Re: Add statistics to pg_stat_wal view for wal related parameter tuning - Mailing list pgsql-hackers

From Masahiro Ikeda
Subject Re: Add statistics to pg_stat_wal view for wal related parameter tuning
Date
Msg-id fff4b32ce3c4f33aeca5787c81304cfc@oss.nttdata.com
Whole thread Raw
In response to Re: Add statistics to pg_stat_wal view for wal related parameter tuning  (Fujii Masao <masao.fujii@oss.nttdata.com>)
List pgsql-hackers
On 2020-11-12 16:27, Fujii Masao wrote:
> On 2020/11/12 14:58, Fujii Masao wrote:
>> 
>> 
>> On 2020/11/06 10:25, Masahiro Ikeda wrote:
>>> On 2020-10-30 11:50, Fujii Masao wrote:
>>>> On 2020/10/29 17:03, Masahiro Ikeda wrote:
>>>>> Hi,
>>>>> 
>>>>> Thanks for your comments and advice.

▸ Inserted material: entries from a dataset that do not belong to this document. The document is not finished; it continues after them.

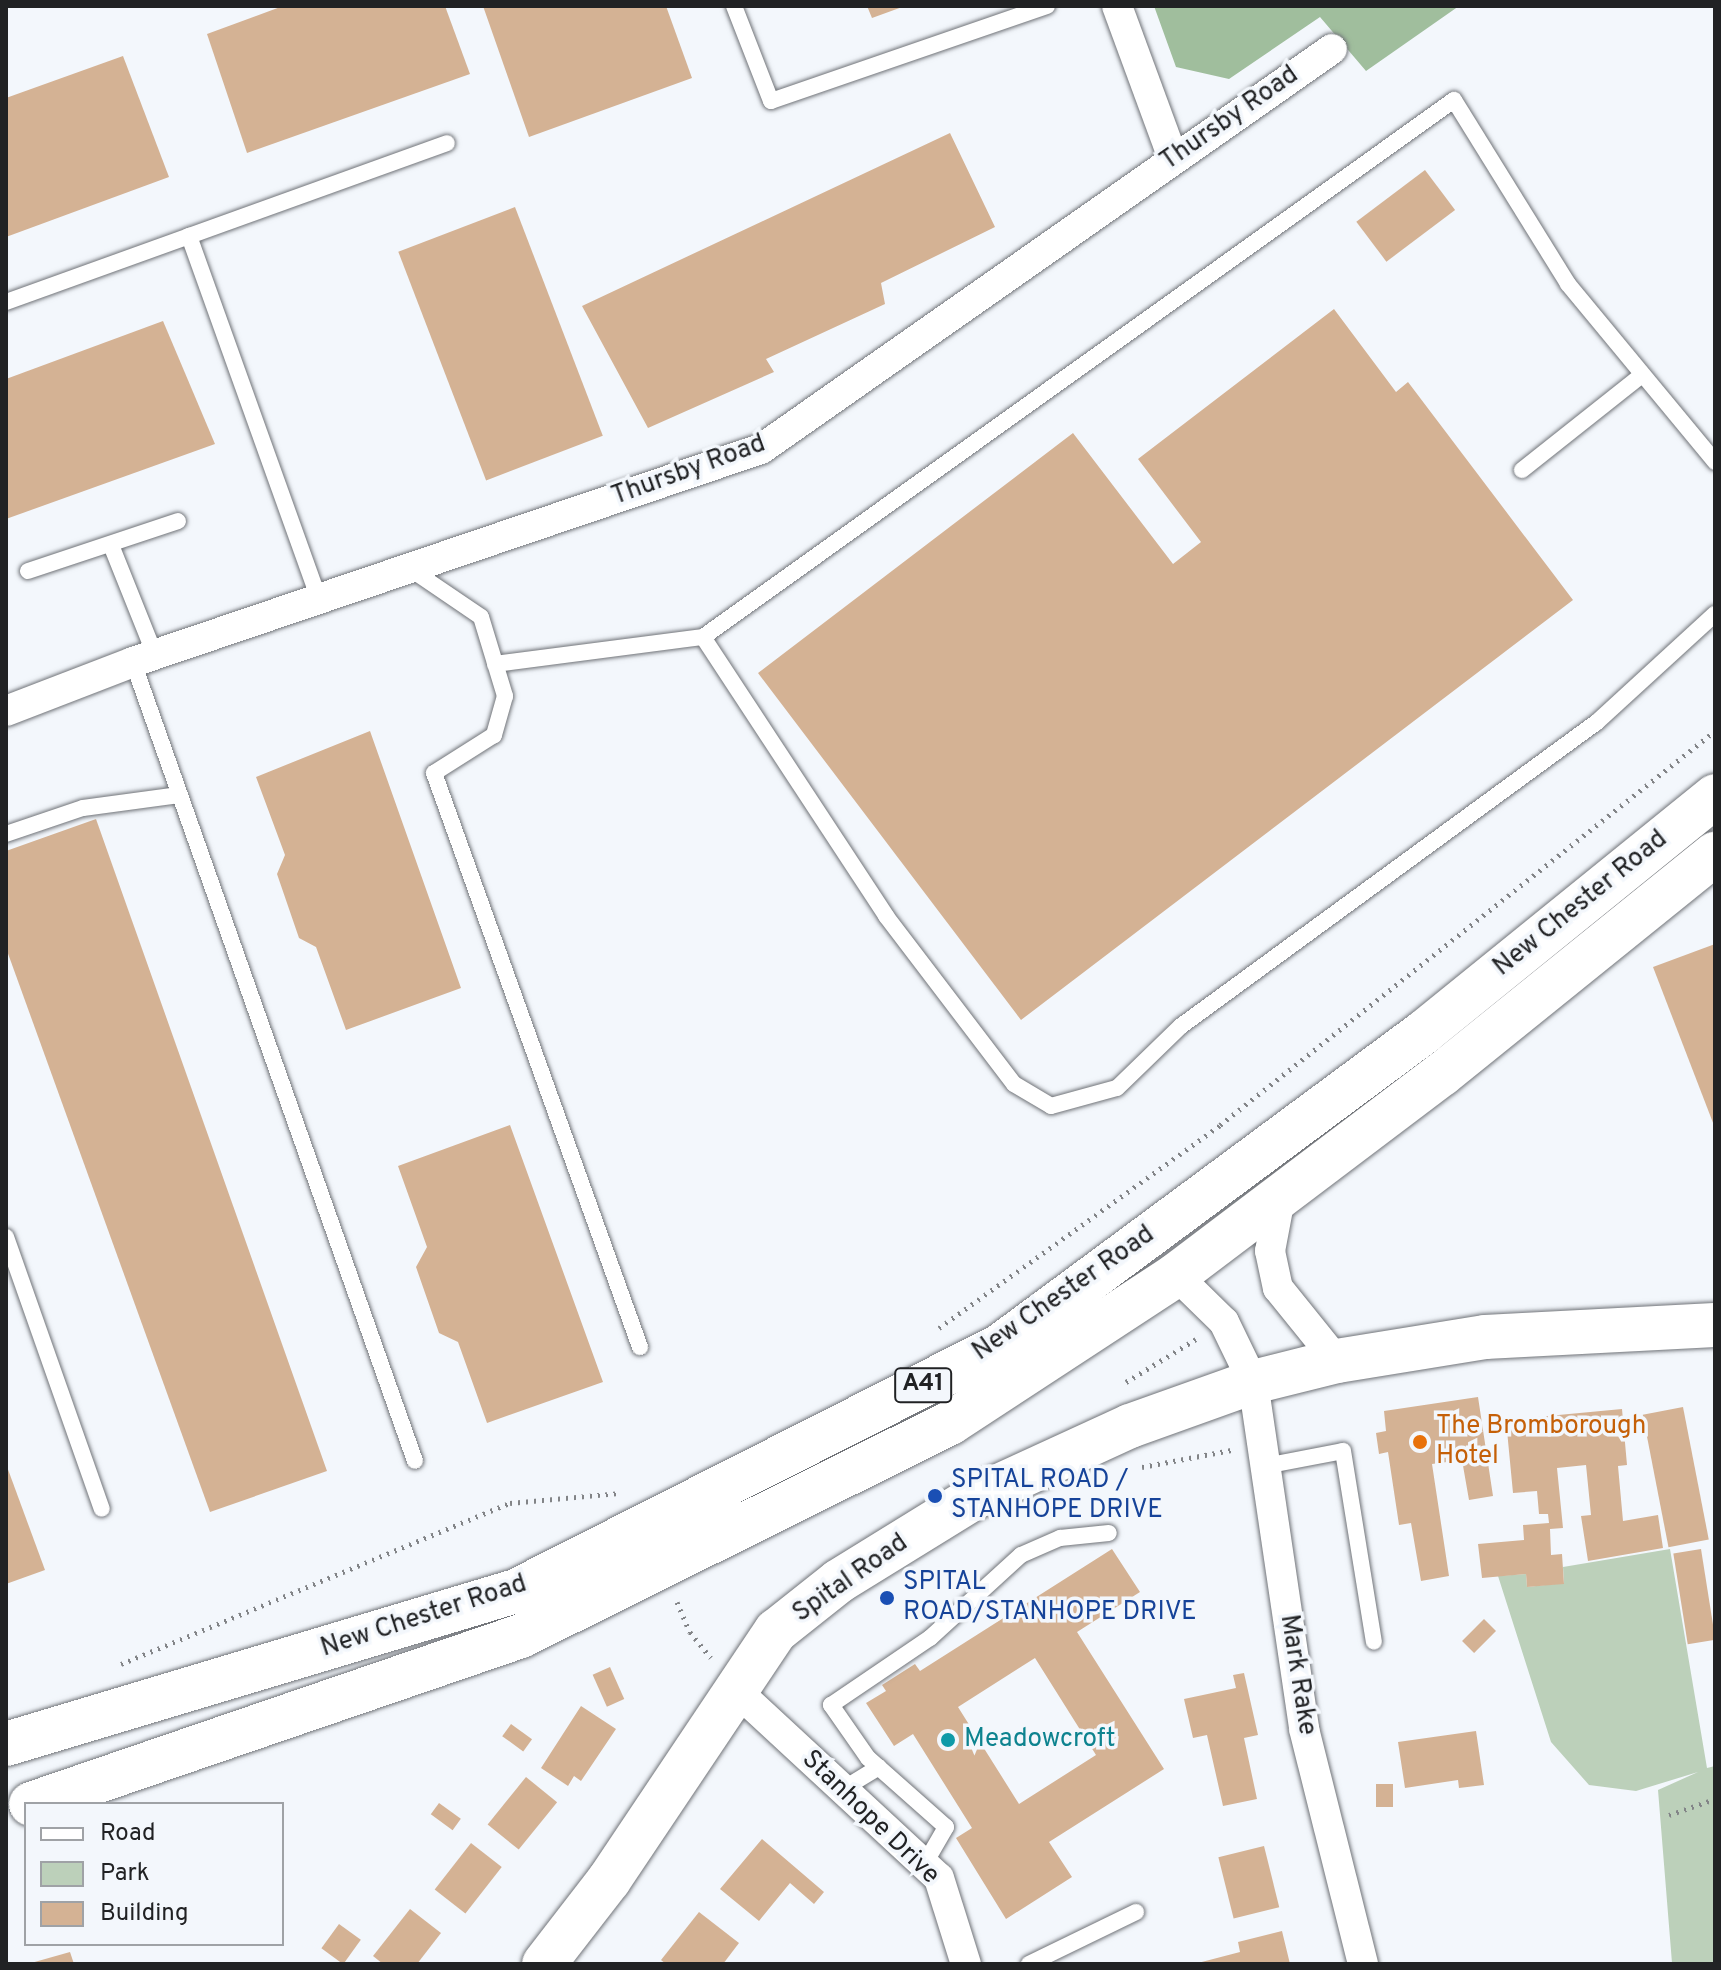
<!DOCTYPE html>
<html>
<head>
<meta charset="utf-8">
<style>
  body { margin:0 }
  #map { position:relative; width:1721px; height:1970px; overflow:hidden; background:#f3f7fc; font-family:Overpass,sans-serif }
  div>[style] { position:absolute }
  [style*='--x'] { left:calc(var(--x)*1px); top:calc(var(--y)*1px); width:calc(var(--w)*1px); rotate:calc(var(--a)*1deg) }
  .green>* { inset:0; background:#bcd0ba }
  .forest>* { inset:0; background:#a0be9d }
  .building>* { inset:0; background:#d4b294; transform-origin:0 0 }
  .path>* { height:5px; margin-top:-2.5px; transform-origin:0; background:repeating-linear-gradient(90deg,#828487 0 2px,transparent 0 8px) }
  .roads { filter:drop-shadow(0 0 2px #707378) drop-shadow(0 0 2px #707378) }
  .lane>* { height:16px; margin:-8px; padding:0 8px; transform-origin:8px; border-radius:8px; background:#fff }
  .street>* { height:30px; margin:-15px; padding:0 15px; transform-origin:15px; border-radius:15px; background:#fff }
  .secondary>* { height:44px; margin:-22px; padding:0 22px; transform-origin:22px; border-radius:22px; background:#fff }
  .highway>* { height:44px; margin:-22px; padding:0 22px; transform-origin:22px; border-radius:22px; background:#fff }
  .dots>* { width:22px; height:22px; translate:-50% -50%; box-sizing:border-box; border:4px solid #f3f7fc; border-radius:50% }
  span { translate:-50% -50%; white-space:nowrap; text-align:center; line-height:1.15; -webkit-text-stroke:7px #f3f7fc; paint-order:stroke }
  .shield-label span { padding:2px 6px; background:#f3f7fc; border:2px solid; border-radius:6px; -webkit-text-stroke-width:0 }
  .shield-label { font-size:24px; color:#212224; font-weight:700 }
  .street-label { font-size:26px; color:#212224 }
  .food-label { font-size:26px; color:#c56008 }
  .left { translate:0 -50%; text-align:left }
  .transit-label { font-size:26px; color:#164399 }
  .culture-label { font-size:26px; color:#0d838f }
  .frame { position:absolute; inset:0; border:8px solid #212224; pointer-events:none }
  .legend { position:absolute; left:24px; top:1802px; width:260px; height:144px; box-sizing:border-box; background:#f3f7fc; border:2px solid #9fa2a6; margin:0; padding:10px 14px; list-style:none; font-size:24px; color:#212224 }
  .legend li { display:flex; align-items:center; gap:16px; height:40px }
  .legend b { width:40px; border:2px solid #9fa2a6 }
</style>
</head>
<body>
<div id="map">
  <div class="green">
    <i style="clip-path:polygon(1670px 1549px,1707px 1768px,1715px 1766px,1715px 1964px,1672px 1963px,1658px 1790px,1698px 1772px,1636px 1791px,1589px 1785px,1551px 1742px,1498px 1576px,1526px 1574px,1527px 1587px,1564px 1583px,1563px 1567px)"></i>
  </div>
  <div class="forest">
    <i style="clip-path:polygon(1154px 6px,1459px 6px,1366px 71px,1320px 17px,1229px 79px,1176px 67px)"></i>
  </div>
  <div class="building">
    <i style="clip-path:polygon(283px 6px,445px 6px,470px 74px,247px 153px,207px 34px)"></i>
    <i style="clip-path:polygon(483px 6px,666px 6px,692px 78px,529px 137px)"></i>
    <i style="clip-path:polygon(867px 6px,905px 6px,872px 18px)"></i>
    <i style="clip-path:polygon(123px 56px,169px 177px,6px 237px,6px 98px)"></i>
    <i style="clip-path:polygon(950px 133px,995px 227px,881px 283px,885px 304px,766px 359px,774px 372px,648px 428px,582px 306px)"></i>
    <i style="left:1425px;top:170px;width:50px;height:86px;rotate:53deg"></i>
    <i style="left:515px;top:207px;width:245px;height:125px;rotate:69deg"></i>
    <i style="clip-path:polygon(1334px 309px,1396px 392px,1408px 382px,1573px 600px,1021px 1020px,758px 673px,1073px 433px,1173px 564px,1201px 542px,1138px 459px)"></i>
    <i style="clip-path:polygon(163px 321px,215px 444px,6px 519px,6px 379px)"></i>
    <i style="clip-path:polygon(370px 731px,461px 988px,346px 1030px,316px 947px,299px 938px,277px 874px,285px 855px,256px 777px)"></i>
    <i style="clip-path:polygon(96px 819px,327px 1471px,210px 1512px,6px 948px,6px 851px)"></i>
    <i style="clip-path:polygon(1715px 944px,1715px 1128px,1653px 967px)"></i>
    <i style="clip-path:polygon(510px 1125px,603px 1382px,487px 1423px,458px 1342px,439px 1333px,416px 1267px,427px 1247px,398px 1166px)"></i>
    <i style="clip-path:polygon(1478px 1397px,1493px 1496px,1469px 1500px,1462px 1460px,1432px 1464px,1449px 1576px,1421px 1581px,1411px 1523px,1399px 1525px,1388px 1452px,1379px 1454px,1376px 1433px,1386px 1431px,1384px 1411px)"></i>
    <i style="left:1683px;top:1407px;width:135px;height:41px;rotate:79deg"></i>
    <i style="clip-path:polygon(1622px 1409px,1627px 1465px,1618px 1466px,1623px 1521px,1658px 1515px,1663px 1548px,1588px 1561px,1581px 1516px,1591px 1515px,1586px 1465px,1557px 1468px,1563px 1528px,1550px 1529px,1551px 1555px,1562px 1554px,1564px 1584px,1527px 1587px,1526px 1574px,1482px 1578px,1478px 1544px,1524px 1540px,1523px 1525px,1549px 1523px,1548px 1514px,1539px 1514px,1537px 1491px,1513px 1493px,1506px 1420px)"></i>
    <i style="clip-path:polygon(6px 1464px,45px 1570px,6px 1584px)"></i>
    <i style="clip-path:polygon(evenodd,1112px 1549px,1140px 1592px,1077px 1632px,1164px 1769px,1049px 1842px,1072px 1877px,1006px 1919px,956px 1838px,972px 1828px,913px 1734px,894px 1746px,866px 1703px,886px 1691px,882px 1685px,915px 1664px,920px 1671px,1112px 1549px,1035px 1658px,1096px 1755px,1019px 1804px,958px 1707px,1035px 1658px)"></i>
    <i style="left:1701px;top:1549px;width:92px;height:28px;rotate:81deg"></i>
    <i style="left:1484px;top:1619px;width:17px;height:31px;rotate:45deg"></i>
    <i style="left:610px;top:1667px;width:35px;height:19px;rotate:66deg"></i>
    <i style="clip-path:polygon(1244px 1673px,1258px 1735px,1244px 1738px,1257px 1799px,1223px 1806px,1207px 1735px,1193px 1738px,1184px 1699px,1236px 1688px,1233px 1675px)"></i>
    <i style="clip-path:polygon(581px 1706px,616px 1729px,581px 1781px,574px 1776px,568px 1786px,541px 1768px)"></i>
    <i style="left:511px;top:1724px;width:26px;height:15px;rotate:36deg"></i>
    <i style="clip-path:polygon(1476px 1731px,1484px 1785px,1459px 1788px,1458px 1780px,1405px 1788px,1398px 1742px)"></i>
    <i style="left:526px;top:1777px;width:40px;height:61px;rotate:39deg"></i>
    <i style="left:1376px;top:1784px;width:17px;height:23px"></i>
    <i style="left:439px;top:1803px;width:27px;height:14px;rotate:36deg"></i>
    <i style="clip-path:polygon(762px 1839px,824px 1892px,814px 1904px,790px 1883px,759px 1921px,720px 1889px)"></i>
    <i style="left:471px;top:1843px;width:39px;height:59px;rotate:38deg"></i>
    <i style="left:1264px;top:1846px;width:63px;height:47px;rotate:76deg"></i>
    <i style="clip-path:polygon(410px 1909px,441px 1933px,417px 1964px,383px 1964px,373px 1956px)"></i>
    <i style="clip-path:polygon(699px 1912px,739px 1943px,723px 1964px,666px 1964px,661px 1960px)"></i>
    <i style="left:339px;top:1924px;width:27px;height:30px;rotate:36deg"></i>
    <i style="clip-path:polygon(1282px 1931px,1290px 1964px,1194px 1964px,1240px 1952px,1238px 1942px)"></i>
    <i style="clip-path:polygon(70px 1952px,74px 1964px,31px 1964px,31px 1963px)"></i>
  </div>
  <div class="path">
    <i style="--x:939;--y:1328;--w:347;--a:-35.8"></i>
    <i style="--x:1220;--y:1125;--w:633;--a:-38.52"></i>
    <i style="--x:1126;--y:1382;--w:82;--a:-31.6"></i>
    <i style="--x:1142;--y:1467;--w:91;--a:-10.8"></i>
    <i style="--x:677;--y:1602;--w:33;--a:67"></i>
    <i style="--x:690;--y:1632;--w:33;--a:51"></i>
    <i style="--x:121;--y:1664;--w:421;--a:-22.5"></i>
    <i style="--x:510;--y:1503;--w:109;--a:-5.2"></i>
    <i style="--x:1669;--y:1815;--w:49;--a:-19.2"></i>
  </div>
  <div class="roads">
    <div class="lane">
      <i style="--x:734;--y:6;--w:102;--a:68.7"></i>
      <i style="--x:771;--y:101;--w:292;--a:-19"></i>
      <i style="--x:189;--y:236;--w:274;--a:-19.8"></i>
      <i style="--x:6;--y:302;--w:195;--a:-19.8"></i>
      <i style="--x:189;--y:236;--w:386;--a:70.3"></i>
      <i style="--x:1522;--y:470;--w:153;--a:-38.4"></i>
      <i style="--x:111;--y:545;--w:118;--a:68.2"></i>
      <i style="--x:409;--y:568;--w:87;--a:34.2"></i>
      <i style="--x:481;--y:617;--w:83;--a:73.1"></i>
      <i style="--x:505;--y:696;--w:41;--a:105.8"></i>
      <i style="--x:494;--y:735;--w:71;--a:147.7"></i>
      <i style="--x:434;--y:773;--w:610;--a:70.26"></i>
      <i style="--x:28;--y:571;--w:158;--a:-18.4"></i>
      <i style="--x:703;--y:637;--w:334;--a:56.7"></i>
      <i style="--x:886;--y:916;--w:211;--a:52.7"></i>
      <i style="--x:1014;--y:1084;--w:43;--a:30.7"></i>
      <i style="--x:1051;--y:1106;--w:68;--a:-15.3"></i>
      <i style="--x:1117;--y:1088;--w:89;--a:-44.1"></i>
      <i style="--x:1181;--y:1026;--w:515;--a:-36.16"></i>
      <i style="--x:1597;--y:722;--w:160;--a:-42.5"></i>
      <i style="--x:133;--y:662;--w:847;--a:70.56"></i>
      <i style="--x:495;--y:664;--w:210;--a:-7.4"></i>
      <i style="--x:703;--y:637;--w:923;--a:-35.57"></i>
      <i style="--x:1454;--y:100;--w:216;--a:58.2"></i>
      <i style="--x:1568;--y:284;--w:231;--a:50.4"></i>
      <i style="--x:6;--y:834;--w:81;--a:-18.7"></i>
      <i style="--x:83;--y:808;--w:97;--a:-7.7"></i>
      <i style="--x:6;--y:1237;--w:288;--a:70.6"></i>
      <i style="--x:1265;--y:1466;--w:79;--a:-10.9"></i>
      <i style="--x:1343;--y:1451;--w:193;--a:80.8"></i>
      <i style="--x:843;--y:1789;--w:42;--a:-31.4"></i>
      <i style="--x:924;--y:1865;--w:44;--a:-59.9"></i>
      <i style="--x:946;--y:1827;--w:104;--a:-138.5"></i>
      <i style="--x:868;--y:1758;--w:65;--a:-124.9"></i>
      <i style="--x:831;--y:1705;--w:120;--a:-34.1"></i>
      <i style="--x:930;--y:1638;--w:123;--a:-42.4"></i>
      <i style="--x:1021;--y:1555;--w:43;--a:-23.6"></i>
      <i style="--x:1060;--y:1538;--w:49;--a:-5.8"></i>
      <i style="--x:1029;--y:1964;--w:119;--a:-25.9"></i>
    </div>
    <div class="street">
      <i style="--x:1117;--y:6;--w:162;--a:69.8"></i>
      <i style="--x:6;--y:711;--w:136;--a:-21.1"></i>
      <i style="--x:133;--y:662;--w:663;--a:-18.74"></i>
      <i style="--x:761;--y:449;--w:697;--a:-35.01"></i>
      <i style="--x:1281;--y:1193;--w:59;--a:100.7"></i>
      <i style="--x:1270;--y:1251;--w:38;--a:78"></i>
      <i style="--x:1278;--y:1288;--w:94;--a:51.1"></i>
      <i style="--x:1176;--y:1275;--w:67;--a:44.4"></i>
      <i style="--x:1224;--y:1322;--w:67;--a:64.2"></i>
      <i style="--x:1253;--y:1382;--w:351;--a:81.6"></i>
      <i style="--x:1304;--y:1729;--w:242;--a:75.9"></i>
      <i style="--x:739;--y:1693;--w:272;--a:42.8"></i>
      <i style="--x:939;--y:1878;--w:90;--a:72.6"></i>
    </div>
    <div class="secondary">
      <i style="--x:544;--y:1964;--w:106;--a:-52.3"></i>
      <i style="--x:609;--y:1880;--w:300;--a:-56.2"></i>
      <i style="--x:776;--y:1631;--w:80;--a:-38.4"></i>
      <i style="--x:839;--y:1581;--w:160;--a:-31.7"></i>
      <i style="--x:975;--y:1497;--w:170;--a:-24.6"></i>
      <i style="--x:1130;--y:1426;--w:131;--a:-19.7"></i>
      <i style="--x:1253;--y:1382;--w:87;--a:-14"></i>
      <i style="--x:1337;--y:1361;--w:150;--a:-9.2"></i>
      <i style="--x:1485;--y:1337;--w:230;--a:-3"></i>
    </div>
    <div class="highway">
      <i style="--x:6;--y:1744;--w:532;--a:-16.7"></i>
      <i style="--x:516;--y:1591;--w:542;--a:-26.85"></i>
      <i style="--x:1000;--y:1346;--w:528;--a:-36.52"></i>
      <i style="--x:1424;--y:1032;--w:375;--a:-39"></i>
      <i style="--x:31;--y:1804;--w:518;--a:-18.92"></i>
      <i style="--x:521;--y:1636;--w:479;--a:-26.4"></i>
      <i style="--x:950;--y:1423;--w:270;--a:-33.2"></i>
      <i style="--x:1176;--y:1275;--w:333;--a:-37.1"></i>
      <i style="--x:1442;--y:1074;--w:351;--a:-38.9"></i>
    </div>
  </div>
  <div class="dots">
    <i style="left:1420px;top:1442px;background:#e8710a"></i>
    <i style="left:935px;top:1496px;background:#1a4fb4"></i>
    <i style="left:887px;top:1598px;background:#1a4fb4"></i>
    <i style="left:948px;top:1740px;background:#0f9aa8"></i>
  </div>
  <div class="shield-label">
    <span style="left:923px;top:1385px">A41</span>
  </div>
  <div class="street-label">
    <span style="left:1230px;top:119px;rotate:-35deg">Thursby Road</span>
    <span style="left:689px;top:471px;rotate:-20deg">Thursby Road</span>
    <span style="left:1581px;top:904px;rotate:-39deg">New Chester Road</span>
    <span style="left:1064px;top:1294px;rotate:-35deg">New Chester Road</span>
    <span style="left:851px;top:1579px;rotate:-35deg">Spital Road</span>
    <span style="left:424px;top:1617px;rotate:-18deg">New Chester Road</span>
    <span style="left:1297px;top:1675px;rotate:81deg">Mark Rake</span>
    <span style="left:870px;top:1818px;rotate:44deg">Stanhope Drive</span>
  </div>
  <div class="food-label">
    <span class="left" style="left:1436px;top:1442px">The Bromborough<br>Hotel</span>
  </div>
  <div class="transit-label">
    <span class="left" style="left:951px;top:1496px">SPITAL ROAD /<br>STANHOPE DRIVE</span>
    <span class="left" style="left:903px;top:1598px">SPITAL<br>ROAD/STANHOPE DRIVE</span>
  </div>
  <div class="culture-label">
    <span class="left" style="left:964px;top:1740px">Meadowcroft</span>
  </div>
  <div class="frame"></div>
  <ul class="legend">
  <li><b style="height:10px;background:#fff"></b>Road</li>
  <li><b style="height:22px;background:#bcd0ba"></b>Park</li>
  <li><b style="height:22px;background:#d4b294"></b>Building</li>
  </ul>
</div>
</body>
</html>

I updated the patch.
>>>>> 
>>>>> On 2020-10-21 18:03, Kyotaro Horiguchi wrote:
>>>>>> At Tue, 20 Oct 2020 16:11:29 +0900, Masahiro Ikeda
>>>>>> <ikedamsh@oss.nttdata.com> wrote in
>>>>>>> On 2020-10-20 12:46, Amit Kapila wrote:
>>>>>>> > I see that we also need to add extra code to capture these stats (some
>>>>>>> > of which is in performance-critical path especially in
>>>>>>> > XLogInsertRecord) which again makes me a bit uncomfortable. It might
>>>>>>> > be that it is all fine as it is very important to collect these stats
>>>>>>> > at cluster-level in spite that the same information can be gathered at
>>>>>>> > statement-level to help customers but I don't see a very strong case
>>>>>>> > for that in your proposal.
>>>>>> 
>>>>>> We should avoid that duplication as possible even if the both 
>>>>>> number
>>>>>> are important.
>>>>>> 
>>>>>>> Also about performance, I thought there are few impacts because 
>>>>>>> it
>>>>>>> increments stats in memory. If I can implement to reuse 
>>>>>>> pgWalUsage's
>>>>>>> value which already collects these stats, there is no impact in
>>>>>>> XLogInsertRecord.
>>>>>>> For example, how about pg_stat_wal() calculates the accumulated
>>>>>>> value of wal_records, wal_fpi, and wal_bytes to use pgWalUsage's
>>>>>>> value?
>>>>>> 
>>>>>> I don't think that works, but it would work that pgstat_send_wal()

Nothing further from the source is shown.